Task details: When you copy the listing, reproduce each line as it appears and omit every image.
+-------+
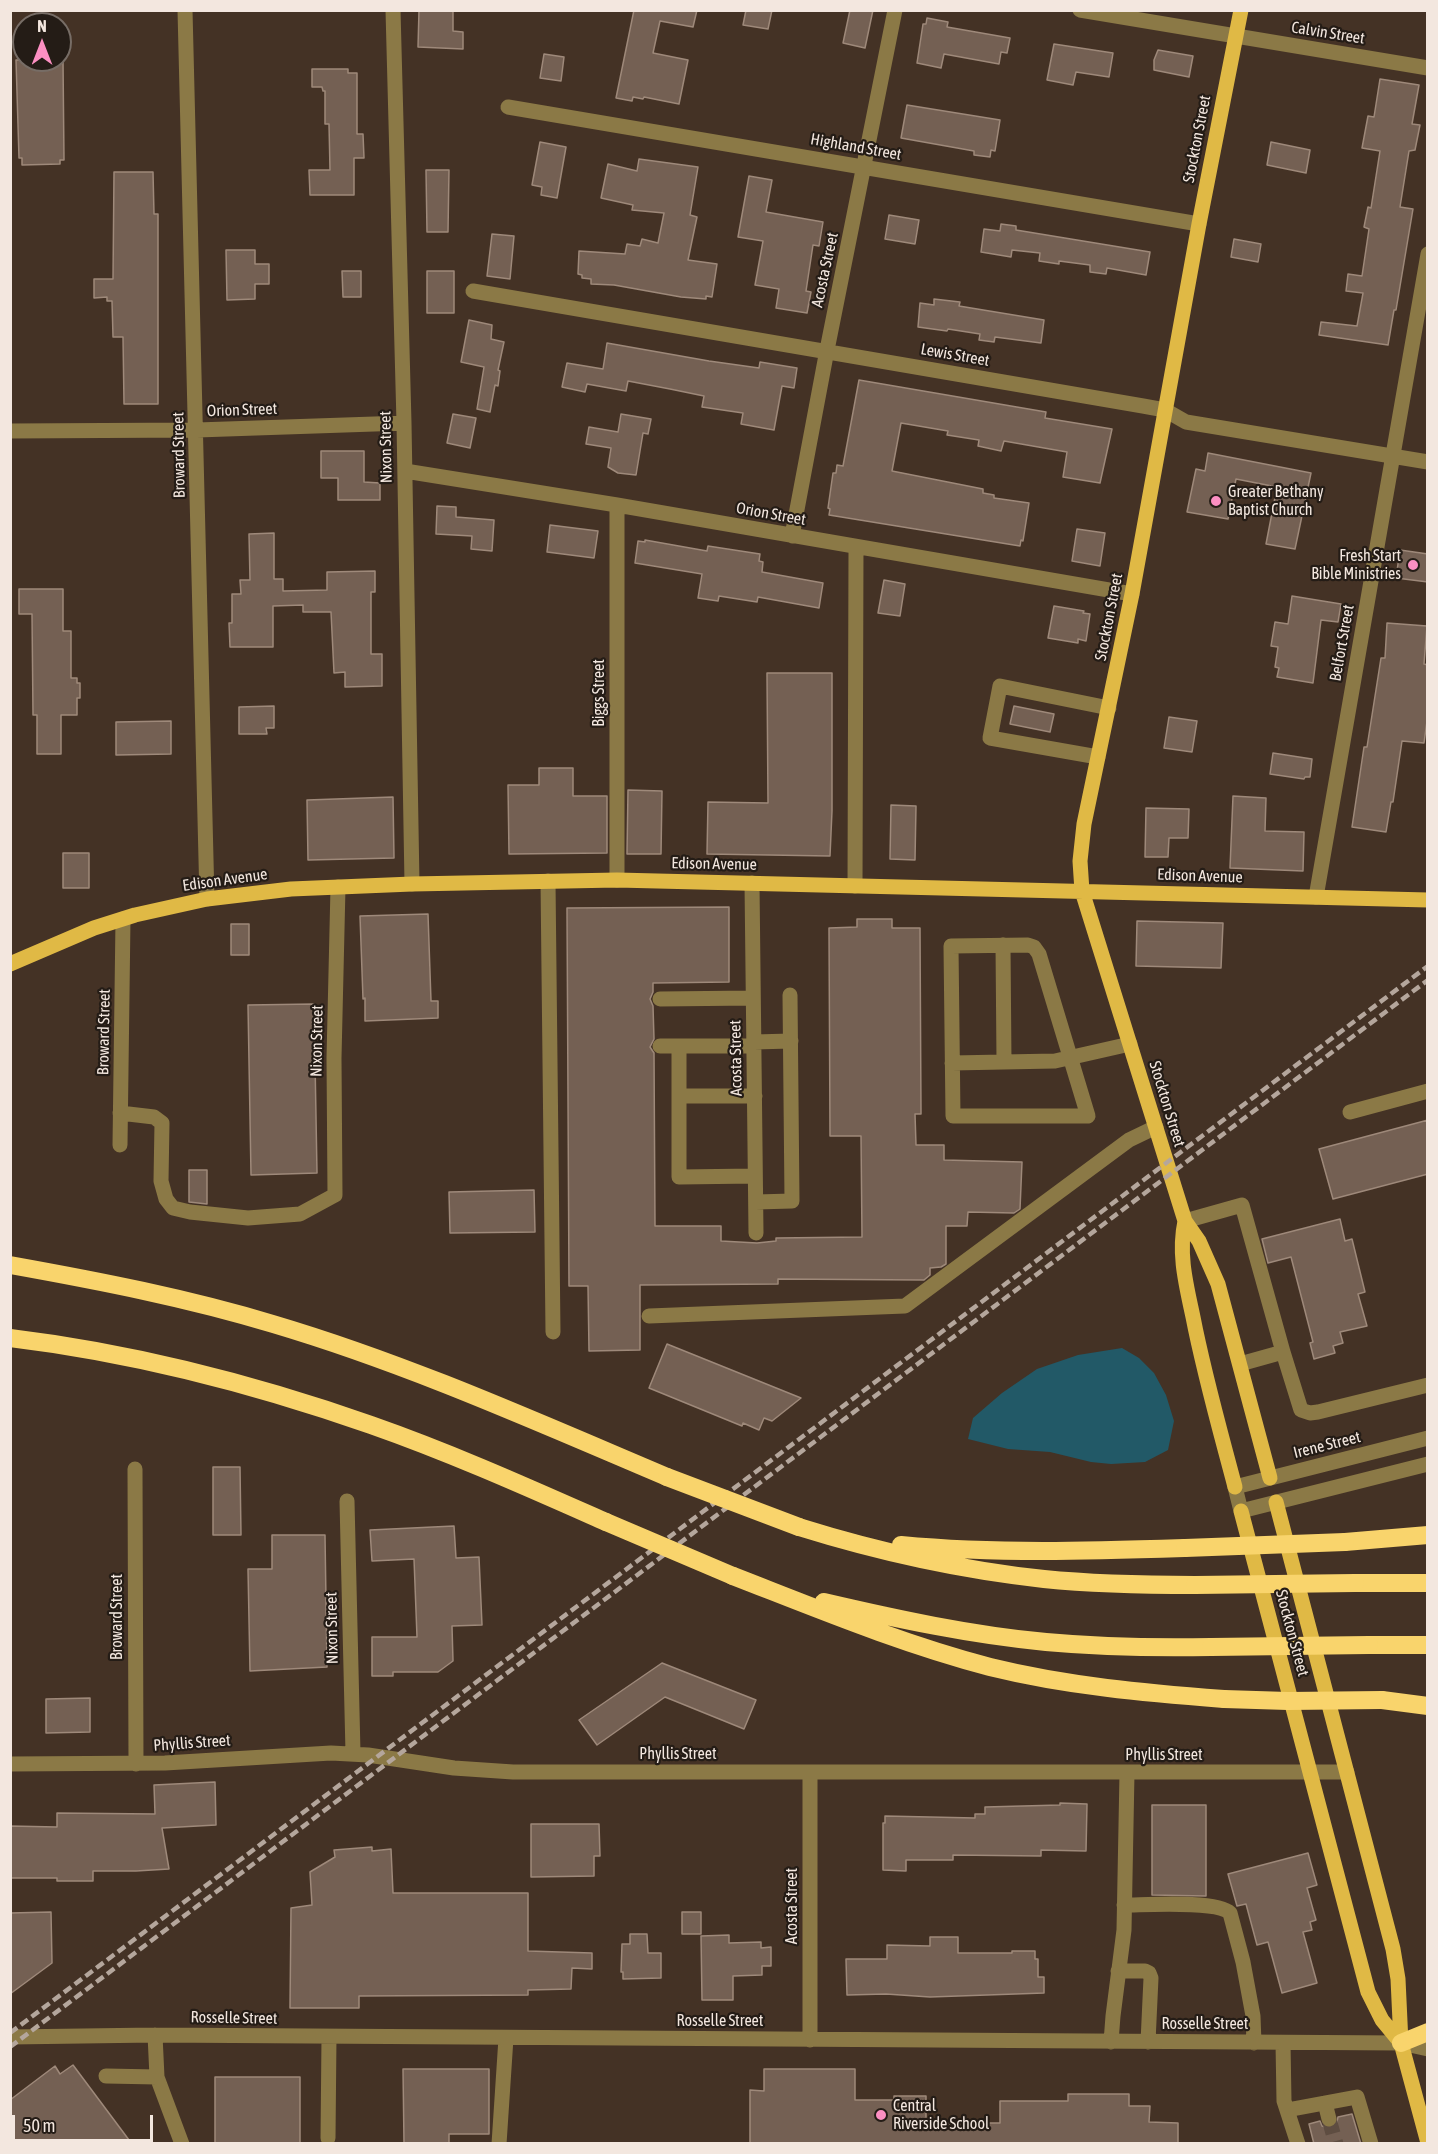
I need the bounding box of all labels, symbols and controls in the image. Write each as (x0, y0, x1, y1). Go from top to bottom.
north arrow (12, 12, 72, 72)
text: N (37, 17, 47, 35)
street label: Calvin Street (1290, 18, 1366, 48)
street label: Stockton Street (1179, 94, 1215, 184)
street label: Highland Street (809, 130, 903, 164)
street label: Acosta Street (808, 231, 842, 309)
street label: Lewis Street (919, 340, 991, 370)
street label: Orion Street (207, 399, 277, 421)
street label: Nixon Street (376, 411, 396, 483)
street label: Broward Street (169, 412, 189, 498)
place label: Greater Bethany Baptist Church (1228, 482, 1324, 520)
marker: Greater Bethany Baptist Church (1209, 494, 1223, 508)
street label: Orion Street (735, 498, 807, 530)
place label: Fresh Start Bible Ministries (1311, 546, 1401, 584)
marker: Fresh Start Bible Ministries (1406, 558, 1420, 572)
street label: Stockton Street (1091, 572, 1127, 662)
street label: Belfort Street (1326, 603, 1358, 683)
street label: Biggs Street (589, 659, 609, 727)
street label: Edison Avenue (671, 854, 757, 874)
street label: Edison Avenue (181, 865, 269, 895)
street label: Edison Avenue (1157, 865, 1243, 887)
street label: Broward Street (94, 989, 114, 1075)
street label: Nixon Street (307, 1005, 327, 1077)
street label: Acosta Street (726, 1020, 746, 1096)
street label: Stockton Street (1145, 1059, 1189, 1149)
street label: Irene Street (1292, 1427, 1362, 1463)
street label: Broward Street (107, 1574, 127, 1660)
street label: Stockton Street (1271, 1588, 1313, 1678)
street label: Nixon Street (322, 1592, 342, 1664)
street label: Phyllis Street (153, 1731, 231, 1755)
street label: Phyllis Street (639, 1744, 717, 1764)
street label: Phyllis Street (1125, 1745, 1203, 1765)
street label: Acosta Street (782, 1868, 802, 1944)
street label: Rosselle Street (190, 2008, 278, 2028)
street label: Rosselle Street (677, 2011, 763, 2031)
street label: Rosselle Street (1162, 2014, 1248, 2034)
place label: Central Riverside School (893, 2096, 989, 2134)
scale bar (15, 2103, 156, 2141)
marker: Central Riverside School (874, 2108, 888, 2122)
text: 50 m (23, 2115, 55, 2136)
+-------+
Problem solution:
I need the bounding box of all labels, symbols and controls in the image. Write each as (x0, y0, x1, y1). Go from top to bottom.
north arrow (12, 12, 72, 72)
text: N (37, 17, 47, 35)
street label: Calvin Street (1290, 18, 1366, 48)
street label: Stockton Street (1179, 94, 1215, 184)
street label: Highland Street (809, 130, 903, 164)
street label: Acosta Street (808, 231, 842, 309)
street label: Lewis Street (919, 340, 991, 370)
street label: Orion Street (207, 399, 277, 421)
street label: Nixon Street (376, 411, 396, 483)
street label: Broward Street (169, 412, 189, 498)
place label: Greater Bethany Baptist Church (1228, 482, 1324, 520)
marker: Greater Bethany Baptist Church (1209, 494, 1223, 508)
street label: Orion Street (735, 498, 807, 530)
place label: Fresh Start Bible Ministries (1311, 546, 1401, 584)
marker: Fresh Start Bible Ministries (1406, 558, 1420, 572)
street label: Stockton Street (1091, 572, 1127, 662)
street label: Belfort Street (1326, 603, 1358, 683)
street label: Biggs Street (589, 659, 609, 727)
street label: Edison Avenue (671, 854, 757, 874)
street label: Edison Avenue (181, 865, 269, 895)
street label: Edison Avenue (1157, 865, 1243, 887)
street label: Broward Street (94, 989, 114, 1075)
street label: Nixon Street (307, 1005, 327, 1077)
street label: Acosta Street (726, 1020, 746, 1096)
street label: Stockton Street (1145, 1059, 1189, 1149)
street label: Irene Street (1292, 1427, 1362, 1463)
street label: Broward Street (107, 1574, 127, 1660)
street label: Stockton Street (1271, 1588, 1313, 1678)
street label: Nixon Street (322, 1592, 342, 1664)
street label: Phyllis Street (153, 1731, 231, 1755)
street label: Phyllis Street (639, 1744, 717, 1764)
street label: Phyllis Street (1125, 1745, 1203, 1765)
street label: Acosta Street (782, 1868, 802, 1944)
street label: Rosselle Street (190, 2008, 278, 2028)
street label: Rosselle Street (677, 2011, 763, 2031)
street label: Rosselle Street (1162, 2014, 1248, 2034)
place label: Central Riverside School (893, 2096, 989, 2134)
scale bar (15, 2103, 156, 2141)
marker: Central Riverside School (874, 2108, 888, 2122)
text: 50 m (23, 2115, 55, 2136)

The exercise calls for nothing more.